> _MATERIALS PROVIDED_:

BEGIN

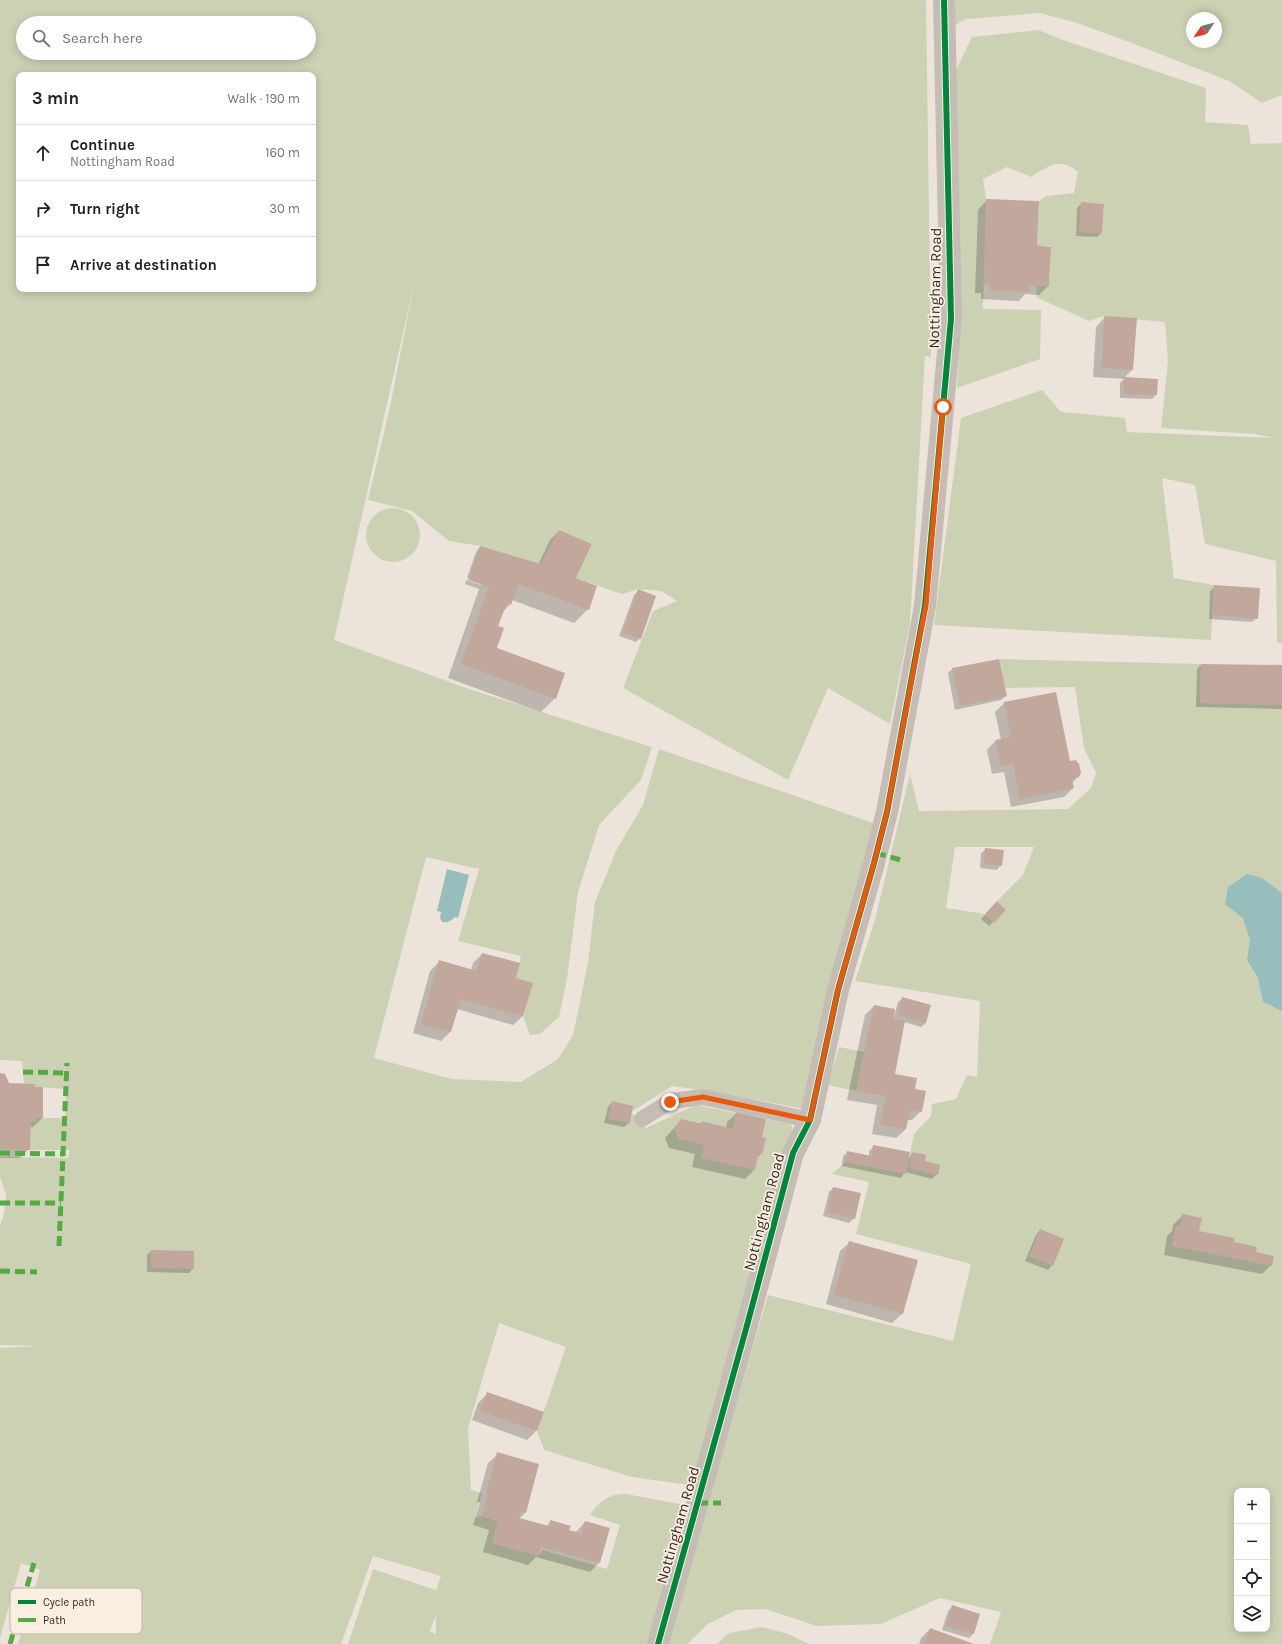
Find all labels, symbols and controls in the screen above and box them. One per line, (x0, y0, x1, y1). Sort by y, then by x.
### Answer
north arrow (1186, 12, 1222, 48)
search box (16, 16, 316, 60)
icon: search (30, 27, 52, 49)
text: Search here (62, 29, 143, 47)
text: 3 min (32, 88, 79, 108)
text: Walk · 190 m (227, 91, 300, 106)
text: Continue (70, 136, 135, 154)
icon: ahead (32, 142, 54, 164)
text: 160 m (265, 145, 300, 160)
text: Nottingham Road (70, 154, 175, 169)
icon: right (32, 198, 54, 220)
text: Turn right (70, 200, 140, 218)
text: 30 m (269, 201, 300, 216)
street label: Nottingham Road (925, 227, 945, 349)
icon: arrive (32, 254, 54, 276)
text: Arrive at destination (70, 256, 217, 274)
route start (934, 398, 952, 416)
route end (661, 1093, 679, 1111)
street label: Nottingham Road (740, 1151, 788, 1273)
street label: Nottingham Road (653, 1464, 703, 1586)
map controls (1234, 1488, 1270, 1632)
button: + (1234, 1488, 1270, 1524)
button: − (1234, 1524, 1270, 1560)
button: locate (1234, 1560, 1270, 1596)
legend (10, 1588, 142, 1634)
text: Cycle path (43, 1596, 95, 1609)
button: layers (1234, 1596, 1270, 1632)
text: Path (43, 1614, 66, 1627)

END

> _INSTRUCTIONS TO FOLLOW_:
Omit the pictures and print the listing exactly.

> _WRITTEN SOLUTION_:
Find all labels, symbols and controls in the screen above and box them. One per line, (x0, y0, x1, y1). Sort by y, then by x.
### Answer
north arrow (1186, 12, 1222, 48)
search box (16, 16, 316, 60)
icon: search (30, 27, 52, 49)
text: Search here (62, 29, 143, 47)
text: 3 min (32, 88, 79, 108)
text: Walk · 190 m (227, 91, 300, 106)
text: Continue (70, 136, 135, 154)
icon: ahead (32, 142, 54, 164)
text: 160 m (265, 145, 300, 160)
text: Nottingham Road (70, 154, 175, 169)
icon: right (32, 198, 54, 220)
text: Turn right (70, 200, 140, 218)
text: 30 m (269, 201, 300, 216)
street label: Nottingham Road (925, 227, 945, 349)
icon: arrive (32, 254, 54, 276)
text: Arrive at destination (70, 256, 217, 274)
route start (934, 398, 952, 416)
route end (661, 1093, 679, 1111)
street label: Nottingham Road (740, 1151, 788, 1273)
street label: Nottingham Road (653, 1464, 703, 1586)
map controls (1234, 1488, 1270, 1632)
button: + (1234, 1488, 1270, 1524)
button: − (1234, 1524, 1270, 1560)
button: locate (1234, 1560, 1270, 1596)
legend (10, 1588, 142, 1634)
text: Cycle path (43, 1596, 95, 1609)
button: layers (1234, 1596, 1270, 1632)
text: Path (43, 1614, 66, 1627)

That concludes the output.